**How to complete this task:** The entries below are to be printed again word for word.

______________________________

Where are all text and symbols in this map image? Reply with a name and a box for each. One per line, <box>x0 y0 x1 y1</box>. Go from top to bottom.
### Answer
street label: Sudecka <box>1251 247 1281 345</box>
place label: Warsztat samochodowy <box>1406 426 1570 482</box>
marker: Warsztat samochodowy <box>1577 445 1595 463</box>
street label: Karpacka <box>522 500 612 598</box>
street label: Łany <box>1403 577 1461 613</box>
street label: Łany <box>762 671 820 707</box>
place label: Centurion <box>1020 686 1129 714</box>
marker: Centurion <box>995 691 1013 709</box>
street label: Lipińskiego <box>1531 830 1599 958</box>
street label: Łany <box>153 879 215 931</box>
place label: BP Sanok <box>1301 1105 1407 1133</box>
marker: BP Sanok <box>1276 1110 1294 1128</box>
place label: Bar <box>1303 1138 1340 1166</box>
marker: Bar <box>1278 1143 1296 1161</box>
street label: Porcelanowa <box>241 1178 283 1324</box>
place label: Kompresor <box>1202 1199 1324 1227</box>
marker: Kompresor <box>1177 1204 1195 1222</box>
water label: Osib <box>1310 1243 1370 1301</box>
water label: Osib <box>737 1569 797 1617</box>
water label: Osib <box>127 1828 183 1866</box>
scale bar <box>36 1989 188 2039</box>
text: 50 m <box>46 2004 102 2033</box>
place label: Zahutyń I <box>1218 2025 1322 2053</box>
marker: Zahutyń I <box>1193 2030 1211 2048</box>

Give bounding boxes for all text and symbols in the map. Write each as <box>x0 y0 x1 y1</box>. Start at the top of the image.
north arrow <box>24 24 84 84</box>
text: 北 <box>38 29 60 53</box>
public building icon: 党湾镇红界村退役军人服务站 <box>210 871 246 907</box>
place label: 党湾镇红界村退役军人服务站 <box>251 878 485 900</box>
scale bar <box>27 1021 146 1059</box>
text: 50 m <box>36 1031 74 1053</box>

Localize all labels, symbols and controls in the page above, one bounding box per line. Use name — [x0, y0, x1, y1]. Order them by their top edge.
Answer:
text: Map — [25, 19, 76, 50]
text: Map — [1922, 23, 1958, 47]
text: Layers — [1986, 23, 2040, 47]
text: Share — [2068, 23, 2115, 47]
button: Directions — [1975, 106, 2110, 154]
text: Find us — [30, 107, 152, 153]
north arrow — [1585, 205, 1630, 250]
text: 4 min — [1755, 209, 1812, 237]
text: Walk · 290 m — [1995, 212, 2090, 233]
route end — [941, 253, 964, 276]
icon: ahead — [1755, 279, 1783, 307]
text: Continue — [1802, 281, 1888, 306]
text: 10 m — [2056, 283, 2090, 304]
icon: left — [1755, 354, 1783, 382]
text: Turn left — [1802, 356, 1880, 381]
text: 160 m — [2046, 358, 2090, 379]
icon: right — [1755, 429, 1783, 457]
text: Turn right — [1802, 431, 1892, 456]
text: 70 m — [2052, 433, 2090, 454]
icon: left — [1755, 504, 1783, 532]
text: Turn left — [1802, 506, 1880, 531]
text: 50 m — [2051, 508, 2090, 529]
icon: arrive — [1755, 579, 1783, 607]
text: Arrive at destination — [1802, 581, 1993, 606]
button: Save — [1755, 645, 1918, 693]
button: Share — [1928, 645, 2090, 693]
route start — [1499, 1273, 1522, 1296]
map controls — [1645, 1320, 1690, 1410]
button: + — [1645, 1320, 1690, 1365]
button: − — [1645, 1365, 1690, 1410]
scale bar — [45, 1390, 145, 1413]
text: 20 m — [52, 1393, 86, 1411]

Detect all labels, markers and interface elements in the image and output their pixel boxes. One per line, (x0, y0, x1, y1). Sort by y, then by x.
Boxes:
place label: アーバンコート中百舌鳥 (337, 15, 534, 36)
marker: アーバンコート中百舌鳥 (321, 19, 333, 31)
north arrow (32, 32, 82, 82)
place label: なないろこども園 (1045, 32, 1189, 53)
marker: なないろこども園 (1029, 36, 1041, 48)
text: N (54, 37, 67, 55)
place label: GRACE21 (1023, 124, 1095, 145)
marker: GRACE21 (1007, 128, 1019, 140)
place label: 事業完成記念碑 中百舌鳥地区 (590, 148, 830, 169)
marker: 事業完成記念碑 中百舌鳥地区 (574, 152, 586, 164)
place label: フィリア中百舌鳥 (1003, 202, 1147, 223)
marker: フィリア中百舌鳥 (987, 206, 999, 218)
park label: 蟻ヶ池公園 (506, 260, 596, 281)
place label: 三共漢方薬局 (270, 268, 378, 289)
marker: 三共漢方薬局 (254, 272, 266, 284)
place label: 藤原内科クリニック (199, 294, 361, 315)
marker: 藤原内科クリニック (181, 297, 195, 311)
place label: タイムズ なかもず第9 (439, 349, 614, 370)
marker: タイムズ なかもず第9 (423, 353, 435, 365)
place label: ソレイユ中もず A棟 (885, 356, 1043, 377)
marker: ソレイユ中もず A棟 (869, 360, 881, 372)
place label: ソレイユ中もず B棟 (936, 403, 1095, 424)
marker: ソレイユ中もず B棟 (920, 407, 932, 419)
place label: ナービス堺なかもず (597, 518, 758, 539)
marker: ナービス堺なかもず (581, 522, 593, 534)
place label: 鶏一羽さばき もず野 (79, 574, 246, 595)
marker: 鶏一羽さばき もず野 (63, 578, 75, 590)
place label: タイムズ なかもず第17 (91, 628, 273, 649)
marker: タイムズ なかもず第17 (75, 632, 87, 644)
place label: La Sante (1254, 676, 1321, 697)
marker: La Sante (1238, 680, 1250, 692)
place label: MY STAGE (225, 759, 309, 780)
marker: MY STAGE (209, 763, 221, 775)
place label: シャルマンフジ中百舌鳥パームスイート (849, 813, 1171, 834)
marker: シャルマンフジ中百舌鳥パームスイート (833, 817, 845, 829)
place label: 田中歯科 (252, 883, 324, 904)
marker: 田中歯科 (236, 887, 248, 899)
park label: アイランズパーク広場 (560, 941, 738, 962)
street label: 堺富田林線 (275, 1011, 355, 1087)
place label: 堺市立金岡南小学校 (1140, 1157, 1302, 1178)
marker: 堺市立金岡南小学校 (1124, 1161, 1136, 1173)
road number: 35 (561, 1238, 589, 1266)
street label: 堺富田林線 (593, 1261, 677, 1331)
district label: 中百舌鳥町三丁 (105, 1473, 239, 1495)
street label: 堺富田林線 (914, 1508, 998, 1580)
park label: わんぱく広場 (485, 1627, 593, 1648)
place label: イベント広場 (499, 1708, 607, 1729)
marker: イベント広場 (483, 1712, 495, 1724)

______________________________

**Output for this exercise:**
Where are all text and symbols in this map image? Reply with a name and a box for each. One per line, <box>x0 y0 x1 y1</box>. Go from top to bottom.
### Answer
street label: Sudecka <box>1251 247 1281 345</box>
place label: Warsztat samochodowy <box>1406 426 1570 482</box>
marker: Warsztat samochodowy <box>1577 445 1595 463</box>
street label: Karpacka <box>522 500 612 598</box>
street label: Łany <box>1403 577 1461 613</box>
street label: Łany <box>762 671 820 707</box>
place label: Centurion <box>1020 686 1129 714</box>
marker: Centurion <box>995 691 1013 709</box>
street label: Lipińskiego <box>1531 830 1599 958</box>
street label: Łany <box>153 879 215 931</box>
place label: BP Sanok <box>1301 1105 1407 1133</box>
marker: BP Sanok <box>1276 1110 1294 1128</box>
place label: Bar <box>1303 1138 1340 1166</box>
marker: Bar <box>1278 1143 1296 1161</box>
street label: Porcelanowa <box>241 1178 283 1324</box>
place label: Kompresor <box>1202 1199 1324 1227</box>
marker: Kompresor <box>1177 1204 1195 1222</box>
water label: Osib <box>1310 1243 1370 1301</box>
water label: Osib <box>737 1569 797 1617</box>
water label: Osib <box>127 1828 183 1866</box>
scale bar <box>36 1989 188 2039</box>
text: 50 m <box>46 2004 102 2033</box>
place label: Zahutyń I <box>1218 2025 1322 2053</box>
marker: Zahutyń I <box>1193 2030 1211 2048</box>

Give bounding boxes for all text and symbols in the map. Write each as <box>x0 y0 x1 y1</box>. Start at the top of the image.
north arrow <box>24 24 84 84</box>
text: 北 <box>38 29 60 53</box>
public building icon: 党湾镇红界村退役军人服务站 <box>210 871 246 907</box>
place label: 党湾镇红界村退役军人服务站 <box>251 878 485 900</box>
scale bar <box>27 1021 146 1059</box>
text: 50 m <box>36 1031 74 1053</box>

Localize all labels, symbols and controls in the page above, one bounding box per line. Use name — [x0, y0, x1, y1]. Order them by their top edge.
Answer:
text: Map — [25, 19, 76, 50]
text: Map — [1922, 23, 1958, 47]
text: Layers — [1986, 23, 2040, 47]
text: Share — [2068, 23, 2115, 47]
button: Directions — [1975, 106, 2110, 154]
text: Find us — [30, 107, 152, 153]
north arrow — [1585, 205, 1630, 250]
text: 4 min — [1755, 209, 1812, 237]
text: Walk · 290 m — [1995, 212, 2090, 233]
route end — [941, 253, 964, 276]
icon: ahead — [1755, 279, 1783, 307]
text: Continue — [1802, 281, 1888, 306]
text: 10 m — [2056, 283, 2090, 304]
icon: left — [1755, 354, 1783, 382]
text: Turn left — [1802, 356, 1880, 381]
text: 160 m — [2046, 358, 2090, 379]
icon: right — [1755, 429, 1783, 457]
text: Turn right — [1802, 431, 1892, 456]
text: 70 m — [2052, 433, 2090, 454]
icon: left — [1755, 504, 1783, 532]
text: Turn left — [1802, 506, 1880, 531]
text: 50 m — [2051, 508, 2090, 529]
icon: arrive — [1755, 579, 1783, 607]
text: Arrive at destination — [1802, 581, 1993, 606]
button: Save — [1755, 645, 1918, 693]
button: Share — [1928, 645, 2090, 693]
route start — [1499, 1273, 1522, 1296]
map controls — [1645, 1320, 1690, 1410]
button: + — [1645, 1320, 1690, 1365]
button: − — [1645, 1365, 1690, 1410]
scale bar — [45, 1390, 145, 1413]
text: 20 m — [52, 1393, 86, 1411]

Detect all labels, markers and interface elements in the image and output their pixel boxes. One per line, (x0, y0, x1, y1). Sort by y, then by x.
Boxes:
place label: アーバンコート中百舌鳥 (337, 15, 534, 36)
marker: アーバンコート中百舌鳥 (321, 19, 333, 31)
north arrow (32, 32, 82, 82)
place label: なないろこども園 (1045, 32, 1189, 53)
marker: なないろこども園 (1029, 36, 1041, 48)
text: N (54, 37, 67, 55)
place label: GRACE21 (1023, 124, 1095, 145)
marker: GRACE21 (1007, 128, 1019, 140)
place label: 事業完成記念碑 中百舌鳥地区 (590, 148, 830, 169)
marker: 事業完成記念碑 中百舌鳥地区 (574, 152, 586, 164)
place label: フィリア中百舌鳥 (1003, 202, 1147, 223)
marker: フィリア中百舌鳥 (987, 206, 999, 218)
park label: 蟻ヶ池公園 (506, 260, 596, 281)
place label: 三共漢方薬局 (270, 268, 378, 289)
marker: 三共漢方薬局 (254, 272, 266, 284)
place label: 藤原内科クリニック (199, 294, 361, 315)
marker: 藤原内科クリニック (181, 297, 195, 311)
place label: タイムズ なかもず第9 (439, 349, 614, 370)
marker: タイムズ なかもず第9 (423, 353, 435, 365)
place label: ソレイユ中もず A棟 (885, 356, 1043, 377)
marker: ソレイユ中もず A棟 (869, 360, 881, 372)
place label: ソレイユ中もず B棟 (936, 403, 1095, 424)
marker: ソレイユ中もず B棟 (920, 407, 932, 419)
place label: ナービス堺なかもず (597, 518, 758, 539)
marker: ナービス堺なかもず (581, 522, 593, 534)
place label: 鶏一羽さばき もず野 (79, 574, 246, 595)
marker: 鶏一羽さばき もず野 (63, 578, 75, 590)
place label: タイムズ なかもず第17 (91, 628, 273, 649)
marker: タイムズ なかもず第17 (75, 632, 87, 644)
place label: La Sante (1254, 676, 1321, 697)
marker: La Sante (1238, 680, 1250, 692)
place label: MY STAGE (225, 759, 309, 780)
marker: MY STAGE (209, 763, 221, 775)
place label: シャルマンフジ中百舌鳥パームスイート (849, 813, 1171, 834)
marker: シャルマンフジ中百舌鳥パームスイート (833, 817, 845, 829)
place label: 田中歯科 (252, 883, 324, 904)
marker: 田中歯科 (236, 887, 248, 899)
park label: アイランズパーク広場 (560, 941, 738, 962)
street label: 堺富田林線 (275, 1011, 355, 1087)
place label: 堺市立金岡南小学校 (1140, 1157, 1302, 1178)
marker: 堺市立金岡南小学校 (1124, 1161, 1136, 1173)
road number: 35 (561, 1238, 589, 1266)
street label: 堺富田林線 (593, 1261, 677, 1331)
district label: 中百舌鳥町三丁 (105, 1473, 239, 1495)
street label: 堺富田林線 (914, 1508, 998, 1580)
park label: わんぱく広場 (485, 1627, 593, 1648)
place label: イベント広場 (499, 1708, 607, 1729)
marker: イベント広場 (483, 1712, 495, 1724)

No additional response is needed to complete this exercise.